In a famous picture taken on the occasion of the 1911 Solvay congress held in Brussels, she appears as the only woman among an areopagus of famous scientists, and quite strikingly, she is not even looking up to the photographer. Absorbed in a conversation with her neighbor mathematician Henri Poincaré and peering over what seems to be a notebook, she seems blissfully oblivious of the historicity of the moment, she just is truly in the moment. Her down-to-earth approach to the practical applications of her works was embodied in the fabrication of the “Little Curies”, a popular nickname for vehicles having built-in radiographic equipment which were used on the battlefields during World War I, allowing quicker and better treatment of the injured soldiers. Marie Curie even learned to drive a car so that she could be part of the action.

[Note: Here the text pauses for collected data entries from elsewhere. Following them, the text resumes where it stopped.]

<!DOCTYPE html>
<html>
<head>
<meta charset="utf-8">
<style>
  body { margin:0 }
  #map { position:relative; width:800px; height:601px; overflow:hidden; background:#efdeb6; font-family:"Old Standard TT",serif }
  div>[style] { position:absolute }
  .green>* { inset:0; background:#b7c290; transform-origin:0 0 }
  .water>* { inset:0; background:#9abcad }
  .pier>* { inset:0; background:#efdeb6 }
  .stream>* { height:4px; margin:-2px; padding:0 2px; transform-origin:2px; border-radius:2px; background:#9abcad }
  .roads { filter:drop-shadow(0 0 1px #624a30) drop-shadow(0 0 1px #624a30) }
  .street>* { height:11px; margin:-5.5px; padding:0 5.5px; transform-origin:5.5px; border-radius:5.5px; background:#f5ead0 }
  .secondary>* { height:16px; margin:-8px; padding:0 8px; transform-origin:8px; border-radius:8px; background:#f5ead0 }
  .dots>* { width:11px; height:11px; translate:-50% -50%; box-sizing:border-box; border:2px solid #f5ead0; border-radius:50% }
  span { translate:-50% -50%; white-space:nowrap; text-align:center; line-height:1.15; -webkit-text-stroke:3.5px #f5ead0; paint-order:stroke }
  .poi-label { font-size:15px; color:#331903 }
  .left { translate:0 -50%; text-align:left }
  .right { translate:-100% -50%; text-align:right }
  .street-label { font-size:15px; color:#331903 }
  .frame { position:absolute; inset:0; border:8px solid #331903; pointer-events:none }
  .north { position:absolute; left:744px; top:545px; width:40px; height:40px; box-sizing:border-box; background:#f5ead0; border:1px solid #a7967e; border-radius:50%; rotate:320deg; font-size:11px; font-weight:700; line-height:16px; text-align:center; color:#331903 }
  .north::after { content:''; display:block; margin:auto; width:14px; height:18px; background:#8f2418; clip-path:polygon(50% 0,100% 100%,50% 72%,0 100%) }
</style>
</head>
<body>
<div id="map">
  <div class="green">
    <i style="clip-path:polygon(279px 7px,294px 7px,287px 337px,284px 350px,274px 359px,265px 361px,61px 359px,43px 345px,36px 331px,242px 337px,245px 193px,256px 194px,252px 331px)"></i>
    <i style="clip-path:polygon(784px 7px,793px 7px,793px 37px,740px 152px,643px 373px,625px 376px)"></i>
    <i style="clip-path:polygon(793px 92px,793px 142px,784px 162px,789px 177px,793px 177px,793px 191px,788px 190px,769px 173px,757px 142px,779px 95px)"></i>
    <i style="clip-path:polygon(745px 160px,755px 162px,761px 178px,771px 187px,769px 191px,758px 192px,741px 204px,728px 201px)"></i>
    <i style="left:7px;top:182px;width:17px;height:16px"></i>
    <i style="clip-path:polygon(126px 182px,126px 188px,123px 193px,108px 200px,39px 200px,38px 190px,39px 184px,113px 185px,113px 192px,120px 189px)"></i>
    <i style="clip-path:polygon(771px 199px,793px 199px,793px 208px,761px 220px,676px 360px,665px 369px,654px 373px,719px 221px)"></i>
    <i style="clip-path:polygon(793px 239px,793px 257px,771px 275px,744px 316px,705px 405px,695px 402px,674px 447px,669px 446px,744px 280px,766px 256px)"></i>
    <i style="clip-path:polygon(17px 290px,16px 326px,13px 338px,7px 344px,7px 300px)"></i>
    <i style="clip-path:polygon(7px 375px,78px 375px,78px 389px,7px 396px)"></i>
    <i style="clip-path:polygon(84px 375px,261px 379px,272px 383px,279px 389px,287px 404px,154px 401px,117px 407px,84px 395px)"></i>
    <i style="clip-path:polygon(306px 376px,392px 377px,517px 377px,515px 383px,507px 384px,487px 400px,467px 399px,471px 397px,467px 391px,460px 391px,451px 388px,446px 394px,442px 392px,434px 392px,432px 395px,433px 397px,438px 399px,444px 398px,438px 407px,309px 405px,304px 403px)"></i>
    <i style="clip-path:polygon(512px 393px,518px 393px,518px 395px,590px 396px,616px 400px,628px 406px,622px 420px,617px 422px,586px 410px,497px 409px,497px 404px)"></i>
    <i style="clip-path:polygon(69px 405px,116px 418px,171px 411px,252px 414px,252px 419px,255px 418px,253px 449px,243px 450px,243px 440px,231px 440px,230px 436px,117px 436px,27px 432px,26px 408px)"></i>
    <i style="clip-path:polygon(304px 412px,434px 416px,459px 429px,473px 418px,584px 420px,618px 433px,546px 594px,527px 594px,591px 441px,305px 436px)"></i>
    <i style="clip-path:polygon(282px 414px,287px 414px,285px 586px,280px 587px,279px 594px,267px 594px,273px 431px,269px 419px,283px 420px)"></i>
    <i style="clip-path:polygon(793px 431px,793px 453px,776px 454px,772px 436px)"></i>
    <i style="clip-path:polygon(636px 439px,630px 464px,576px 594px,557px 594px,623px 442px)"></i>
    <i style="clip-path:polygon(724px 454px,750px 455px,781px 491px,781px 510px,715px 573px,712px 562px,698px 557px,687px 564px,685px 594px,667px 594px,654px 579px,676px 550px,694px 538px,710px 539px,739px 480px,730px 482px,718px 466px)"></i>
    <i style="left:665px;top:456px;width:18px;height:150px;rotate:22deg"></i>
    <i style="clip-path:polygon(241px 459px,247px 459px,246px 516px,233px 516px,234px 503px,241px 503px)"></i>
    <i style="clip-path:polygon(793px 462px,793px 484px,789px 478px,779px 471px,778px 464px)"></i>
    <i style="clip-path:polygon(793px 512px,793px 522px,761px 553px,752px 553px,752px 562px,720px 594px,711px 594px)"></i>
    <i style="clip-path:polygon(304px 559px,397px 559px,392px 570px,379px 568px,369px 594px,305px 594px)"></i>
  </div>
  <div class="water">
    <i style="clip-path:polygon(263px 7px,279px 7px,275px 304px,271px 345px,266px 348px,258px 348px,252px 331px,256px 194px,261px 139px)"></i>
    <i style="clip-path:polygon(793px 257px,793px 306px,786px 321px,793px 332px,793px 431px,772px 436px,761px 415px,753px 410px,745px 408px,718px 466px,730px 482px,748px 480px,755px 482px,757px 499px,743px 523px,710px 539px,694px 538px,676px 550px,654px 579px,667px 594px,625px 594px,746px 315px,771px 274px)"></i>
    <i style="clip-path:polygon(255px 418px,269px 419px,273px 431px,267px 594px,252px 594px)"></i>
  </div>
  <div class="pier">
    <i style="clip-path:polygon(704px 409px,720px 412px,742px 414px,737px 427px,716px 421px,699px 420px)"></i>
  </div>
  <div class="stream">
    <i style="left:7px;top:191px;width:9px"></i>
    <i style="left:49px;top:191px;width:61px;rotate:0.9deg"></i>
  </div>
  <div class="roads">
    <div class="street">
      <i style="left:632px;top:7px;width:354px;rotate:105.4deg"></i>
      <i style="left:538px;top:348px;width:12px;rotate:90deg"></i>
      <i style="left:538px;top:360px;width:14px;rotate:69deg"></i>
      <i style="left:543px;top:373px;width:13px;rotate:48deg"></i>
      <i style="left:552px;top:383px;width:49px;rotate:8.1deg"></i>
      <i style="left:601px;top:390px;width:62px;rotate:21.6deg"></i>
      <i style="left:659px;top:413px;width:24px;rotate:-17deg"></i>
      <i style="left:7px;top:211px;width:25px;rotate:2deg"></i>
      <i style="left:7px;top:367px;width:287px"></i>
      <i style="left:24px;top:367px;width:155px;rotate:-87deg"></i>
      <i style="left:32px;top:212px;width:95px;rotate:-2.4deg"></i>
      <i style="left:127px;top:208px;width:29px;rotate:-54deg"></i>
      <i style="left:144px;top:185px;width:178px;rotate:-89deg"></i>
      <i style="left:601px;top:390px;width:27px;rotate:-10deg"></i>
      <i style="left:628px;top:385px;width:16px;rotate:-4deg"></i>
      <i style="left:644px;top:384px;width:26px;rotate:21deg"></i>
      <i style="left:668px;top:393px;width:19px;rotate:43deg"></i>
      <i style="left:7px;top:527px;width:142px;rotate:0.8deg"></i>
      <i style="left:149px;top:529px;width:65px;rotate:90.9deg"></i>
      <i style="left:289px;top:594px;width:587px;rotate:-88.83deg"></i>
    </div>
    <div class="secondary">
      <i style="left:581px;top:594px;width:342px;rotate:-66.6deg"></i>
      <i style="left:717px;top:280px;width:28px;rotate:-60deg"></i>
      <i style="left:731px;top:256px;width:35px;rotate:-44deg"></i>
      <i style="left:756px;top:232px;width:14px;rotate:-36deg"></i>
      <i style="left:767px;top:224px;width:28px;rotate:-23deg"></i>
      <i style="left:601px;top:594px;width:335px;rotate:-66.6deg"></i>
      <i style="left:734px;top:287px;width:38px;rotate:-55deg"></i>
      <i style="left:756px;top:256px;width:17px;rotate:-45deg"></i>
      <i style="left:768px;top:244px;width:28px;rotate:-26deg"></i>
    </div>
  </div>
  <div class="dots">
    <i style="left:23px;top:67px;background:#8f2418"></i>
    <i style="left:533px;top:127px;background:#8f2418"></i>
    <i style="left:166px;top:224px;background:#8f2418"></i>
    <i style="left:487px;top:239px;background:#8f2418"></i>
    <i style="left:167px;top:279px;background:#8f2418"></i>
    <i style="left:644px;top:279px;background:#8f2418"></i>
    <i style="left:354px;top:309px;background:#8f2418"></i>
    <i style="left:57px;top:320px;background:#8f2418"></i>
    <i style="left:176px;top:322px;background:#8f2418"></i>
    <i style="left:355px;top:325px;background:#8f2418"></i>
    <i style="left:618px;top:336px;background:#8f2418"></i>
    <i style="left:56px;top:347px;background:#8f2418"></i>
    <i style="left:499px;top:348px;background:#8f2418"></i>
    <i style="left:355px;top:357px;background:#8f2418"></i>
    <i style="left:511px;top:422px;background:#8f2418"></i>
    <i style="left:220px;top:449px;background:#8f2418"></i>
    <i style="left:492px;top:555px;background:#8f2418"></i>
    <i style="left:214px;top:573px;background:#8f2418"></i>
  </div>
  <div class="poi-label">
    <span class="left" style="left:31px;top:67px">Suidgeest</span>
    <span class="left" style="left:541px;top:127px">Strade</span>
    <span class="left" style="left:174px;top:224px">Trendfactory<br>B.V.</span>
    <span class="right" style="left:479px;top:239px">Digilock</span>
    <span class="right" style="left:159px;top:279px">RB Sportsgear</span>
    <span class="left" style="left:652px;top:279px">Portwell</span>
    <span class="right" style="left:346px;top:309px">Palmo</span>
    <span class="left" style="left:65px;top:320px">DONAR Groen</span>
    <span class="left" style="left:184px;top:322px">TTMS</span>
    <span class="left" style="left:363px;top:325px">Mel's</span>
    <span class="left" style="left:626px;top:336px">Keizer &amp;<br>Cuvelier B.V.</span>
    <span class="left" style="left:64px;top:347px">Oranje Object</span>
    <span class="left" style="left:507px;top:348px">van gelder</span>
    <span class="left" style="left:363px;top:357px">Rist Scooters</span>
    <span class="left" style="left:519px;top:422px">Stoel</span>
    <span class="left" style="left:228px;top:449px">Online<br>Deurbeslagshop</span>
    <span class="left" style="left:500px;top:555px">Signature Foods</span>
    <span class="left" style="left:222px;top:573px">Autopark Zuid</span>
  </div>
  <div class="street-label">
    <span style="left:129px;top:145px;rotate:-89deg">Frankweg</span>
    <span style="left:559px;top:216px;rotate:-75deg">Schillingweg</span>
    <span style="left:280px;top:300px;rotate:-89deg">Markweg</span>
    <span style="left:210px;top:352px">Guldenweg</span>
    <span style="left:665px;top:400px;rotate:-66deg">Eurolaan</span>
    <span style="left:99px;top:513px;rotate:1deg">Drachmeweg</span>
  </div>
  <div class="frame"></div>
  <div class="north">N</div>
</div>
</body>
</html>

Still, despite all her achievements, she suffered discrimination in a male-dominated scientific field. Her name was not on the original proposition made to the Swedish Nobel committee and it was not before her husband intervened that she was finally listed as co-recipient of the prize. She failed to be elected at the Académie des Sciences in 1910, just a year before being awarded her second Nobel prize. Nevertheless, she led an incredibly active scientific life and specifically came to terms with the gender-based discrimination that she knew all too well by hiring many other women in the various research laboratories or institutes that she directed.
The surrounding streets of the Panthéon, famously dedicated to the great men of the nation, and where she quite ironically lies for eternity, abound with testimonies of her legacy: the nearby Institut Curie, together with the Institut du Radium, is devoted to treating cancer patients, and the Musée Curie is a keepsake perpetuating the legend.
Living and working in Paris, I was inspired by the destinies and works of these two women, one a writer and an activist, the other a scientist. While these two examples lie in the past, they are and should be sources of continued strength and inspiration for the women and battles of today. Willfully oblivious of gender barriers, both these women stand out as firm believers that the dissymmetric biology that makes men and women different should not stand in the way of equality, that this should neither explain nor vindicate limitations imposed on a simple gender basis, and that their place in the world should be defined in inclusive rather than exclusive terms. That legacy alone should stand and be the foundation on which to build a shared and equal future, as it is the one truly defining act of what men and women should be.
A dangerous woman is a daring woman, willing to pursue, carve out if need be, her path and prepared to take actions towards her goals, regardless of the limitations imposed upon her by society.
Dangerous they say, daring we propone. Better yet, truly oblivious.